# Data provided

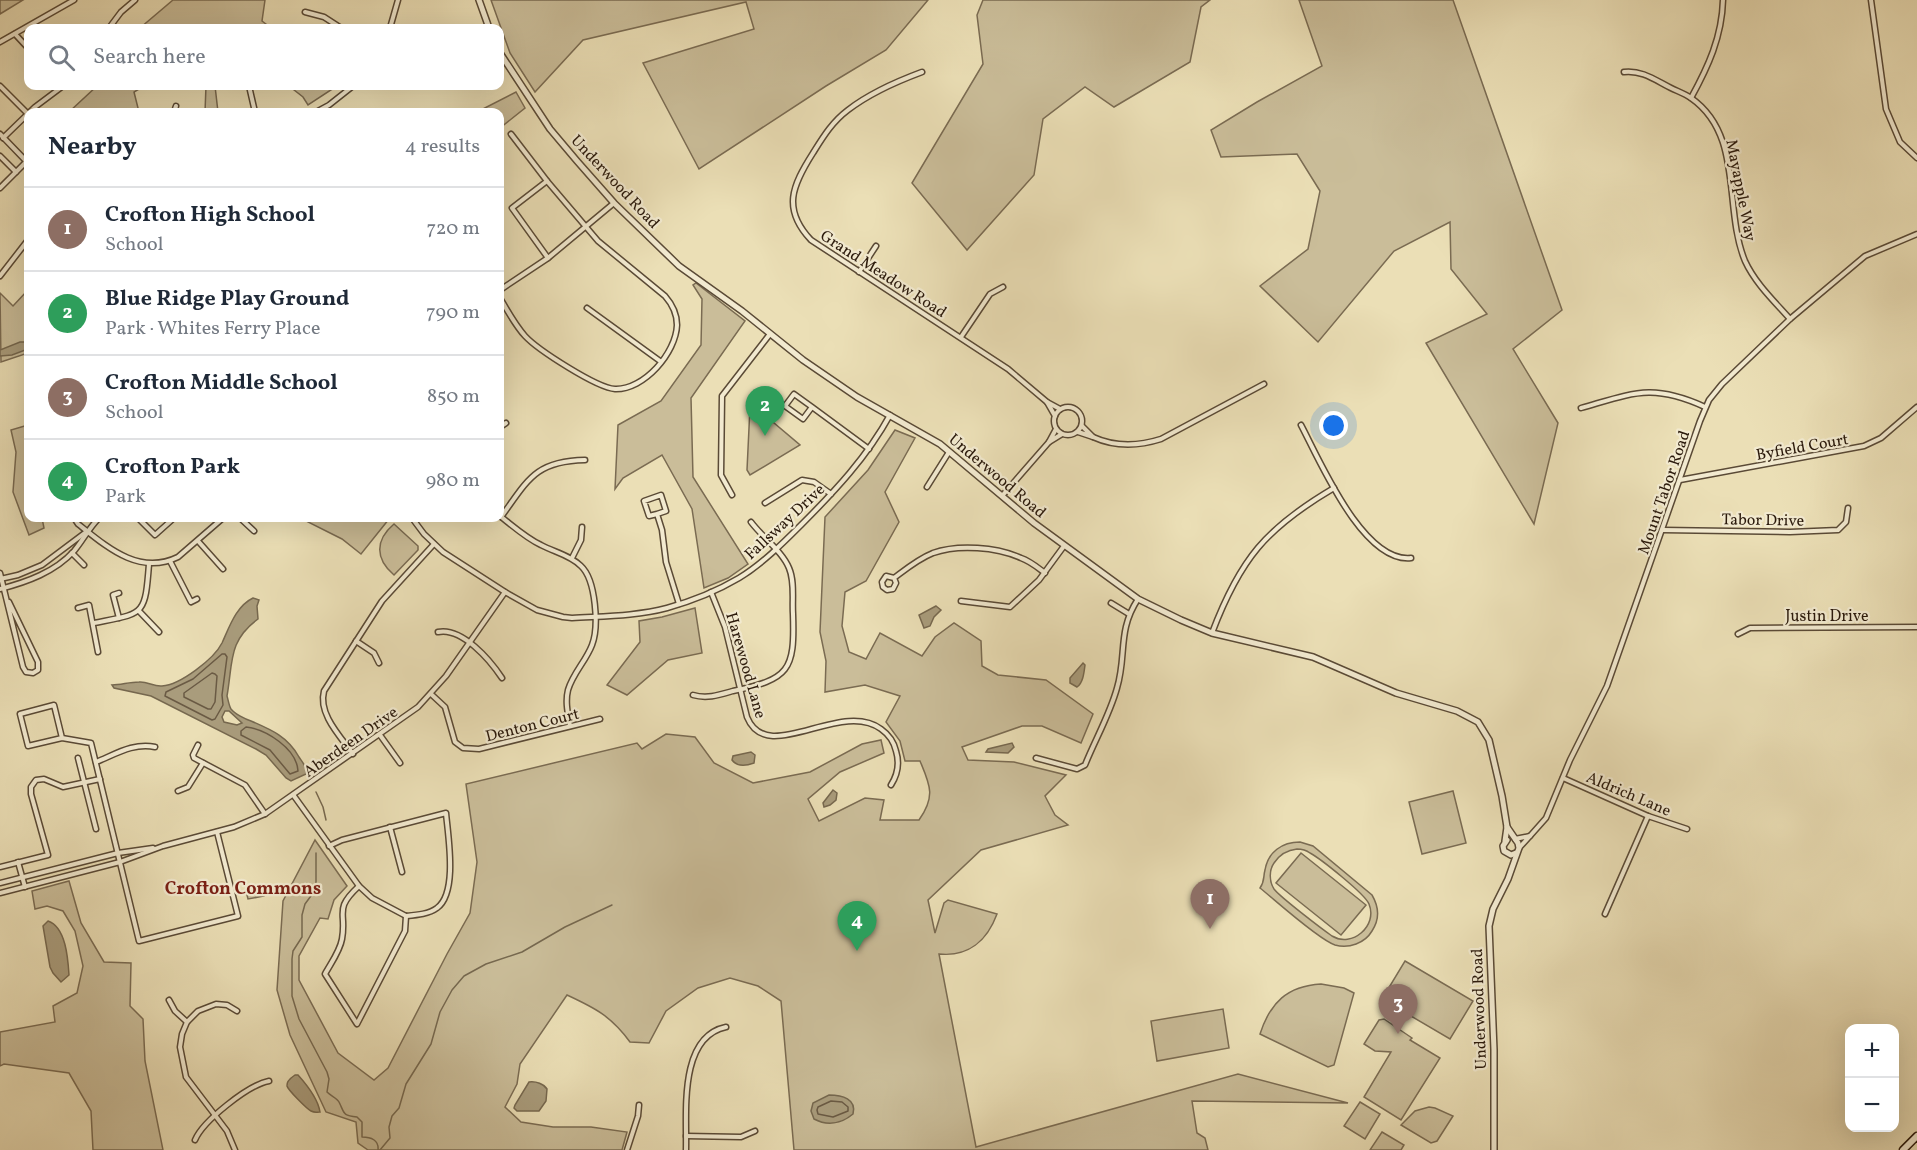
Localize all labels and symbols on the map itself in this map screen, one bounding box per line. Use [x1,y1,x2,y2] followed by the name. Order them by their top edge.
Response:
[565,131,664,234] street label: Underwood Road
[1719,138,1761,244] street label: Mayapple Way
[815,225,950,324] street label: Grand Meadow Road
[746,386,784,436] pin: 2
[1319,411,1348,440] your location
[1633,428,1696,558] street label: Mount Tabor Road
[943,429,1050,524] street label: Underwood Road
[1754,429,1851,467] street label: Byfield Court
[740,479,830,565] street label: Fallsway Drive
[1721,509,1804,533] street label: Tabor Drive
[1785,606,1869,628] street label: Justin Drive
[719,610,771,721] street label: Harewood Lane
[300,702,403,783] street label: Aberdeen Drive
[483,704,582,748] street label: Denton Court
[1582,767,1674,823] street label: Aldrich Lane
[165,877,321,902] district label: Crofton Commons
[1190,880,1230,929] pin: 1
[838,902,876,951] pin: 4
[1467,948,1493,1070] street label: Underwood Road
[1378,984,1418,1034] pin: 3

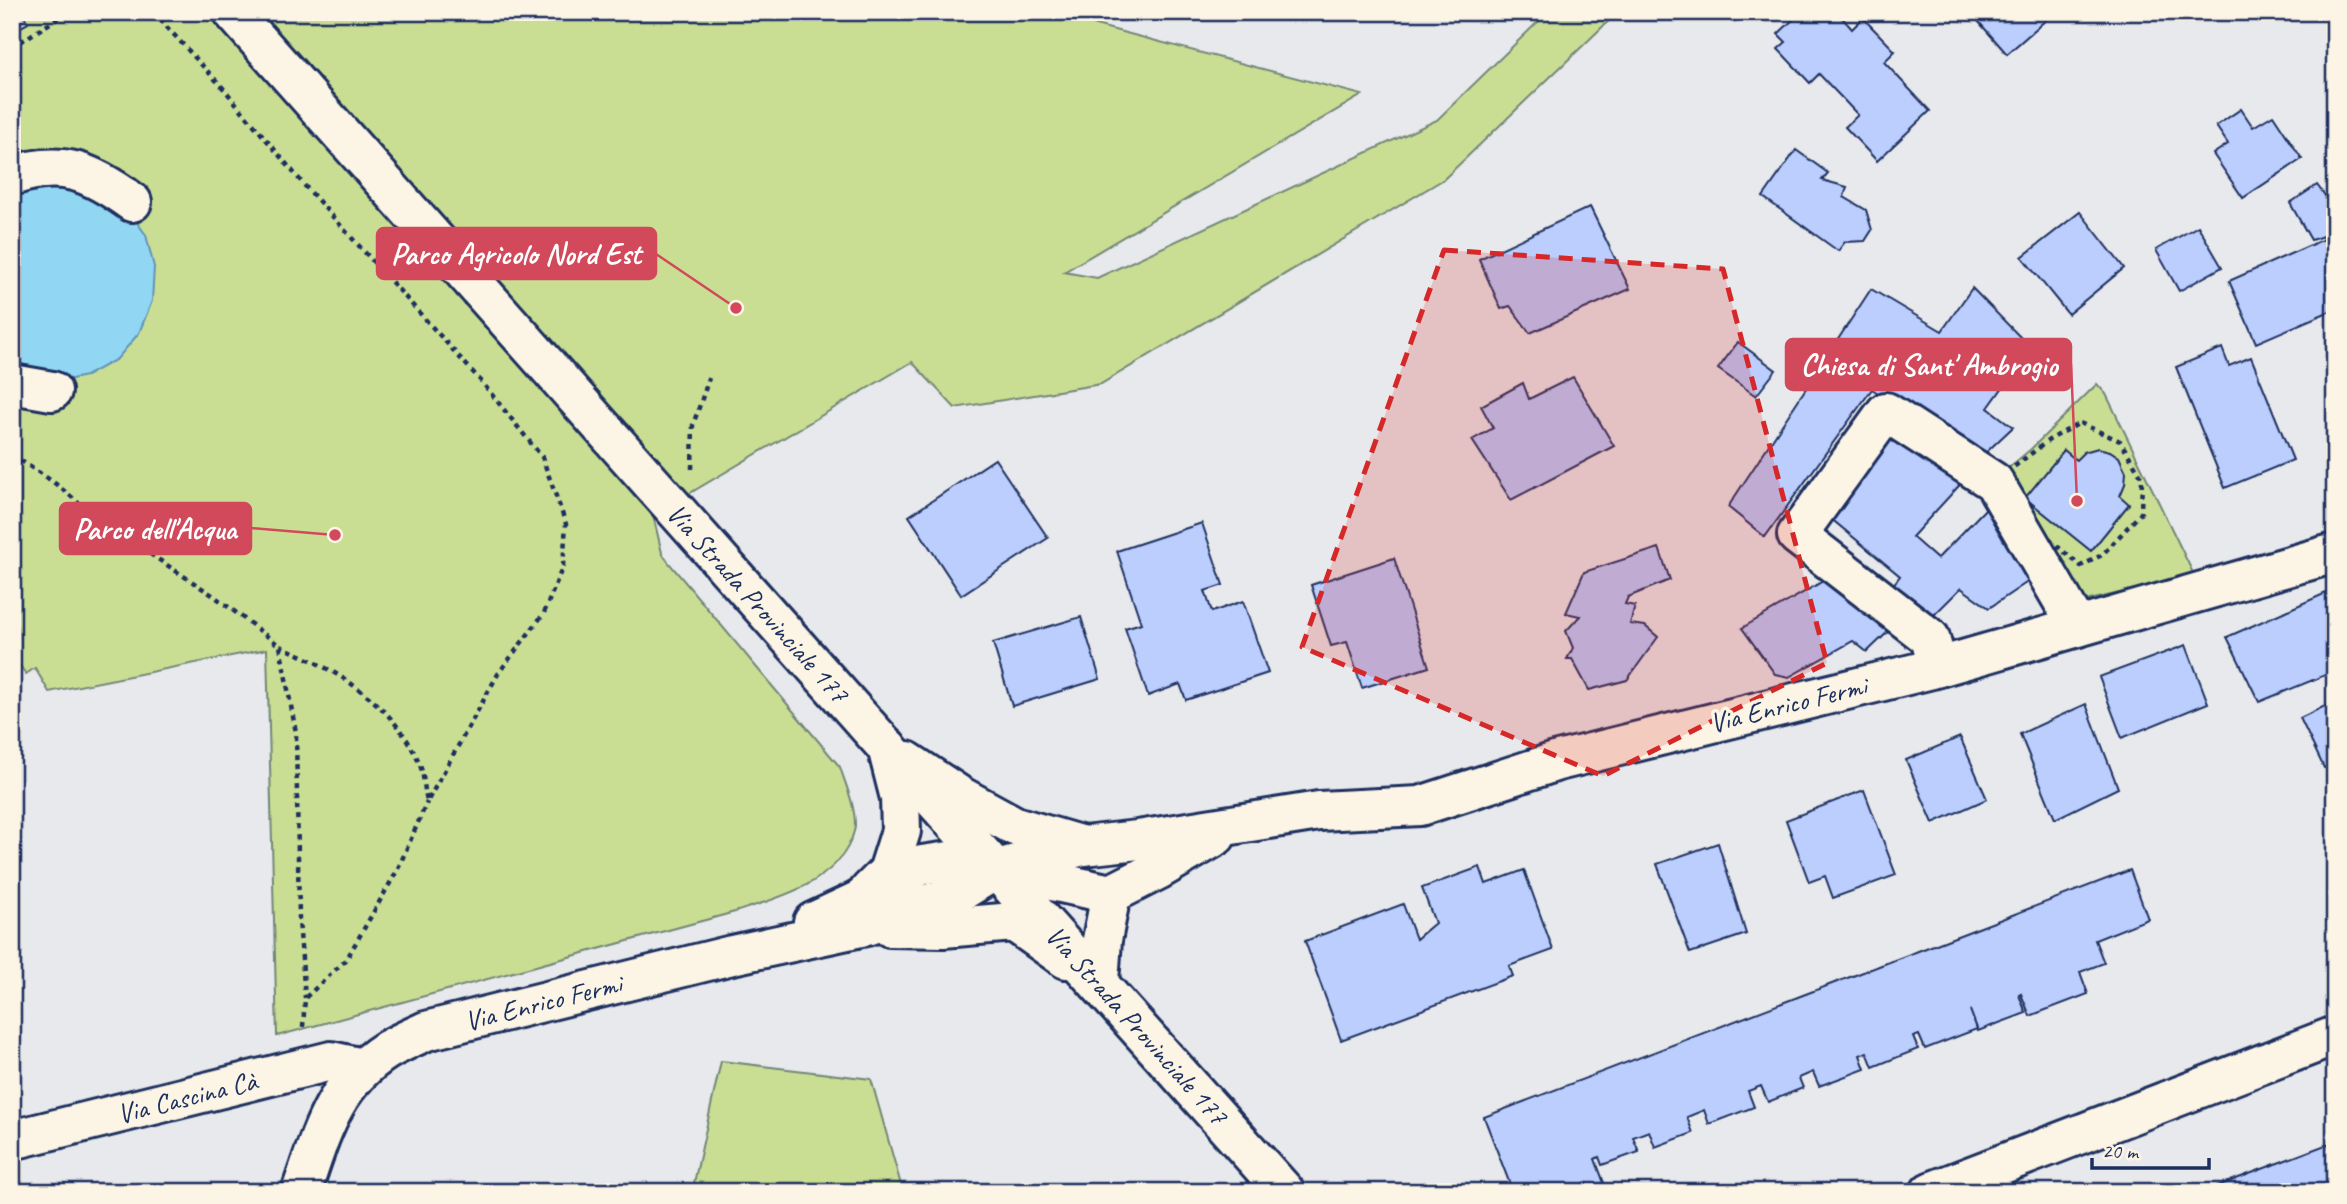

# Task prompt
Print the entire listing precisely as written, omitting the images it holds.

# Solved exercise
Localize all labels and symbols on the map itself in this map screen, one bounding box per line. Use [x1,y1,x2,y2] followed by the name. Order them by their top edge.
Response:
[565,131,664,234] street label: Underwood Road
[1719,138,1761,244] street label: Mayapple Way
[815,225,950,324] street label: Grand Meadow Road
[746,386,784,436] pin: 2
[1319,411,1348,440] your location
[1633,428,1696,558] street label: Mount Tabor Road
[943,429,1050,524] street label: Underwood Road
[1754,429,1851,467] street label: Byfield Court
[740,479,830,565] street label: Fallsway Drive
[1721,509,1804,533] street label: Tabor Drive
[1785,606,1869,628] street label: Justin Drive
[719,610,771,721] street label: Harewood Lane
[300,702,403,783] street label: Aberdeen Drive
[483,704,582,748] street label: Denton Court
[1582,767,1674,823] street label: Aldrich Lane
[165,877,321,902] district label: Crofton Commons
[1190,880,1230,929] pin: 1
[838,902,876,951] pin: 4
[1467,948,1493,1070] street label: Underwood Road
[1378,984,1418,1034] pin: 3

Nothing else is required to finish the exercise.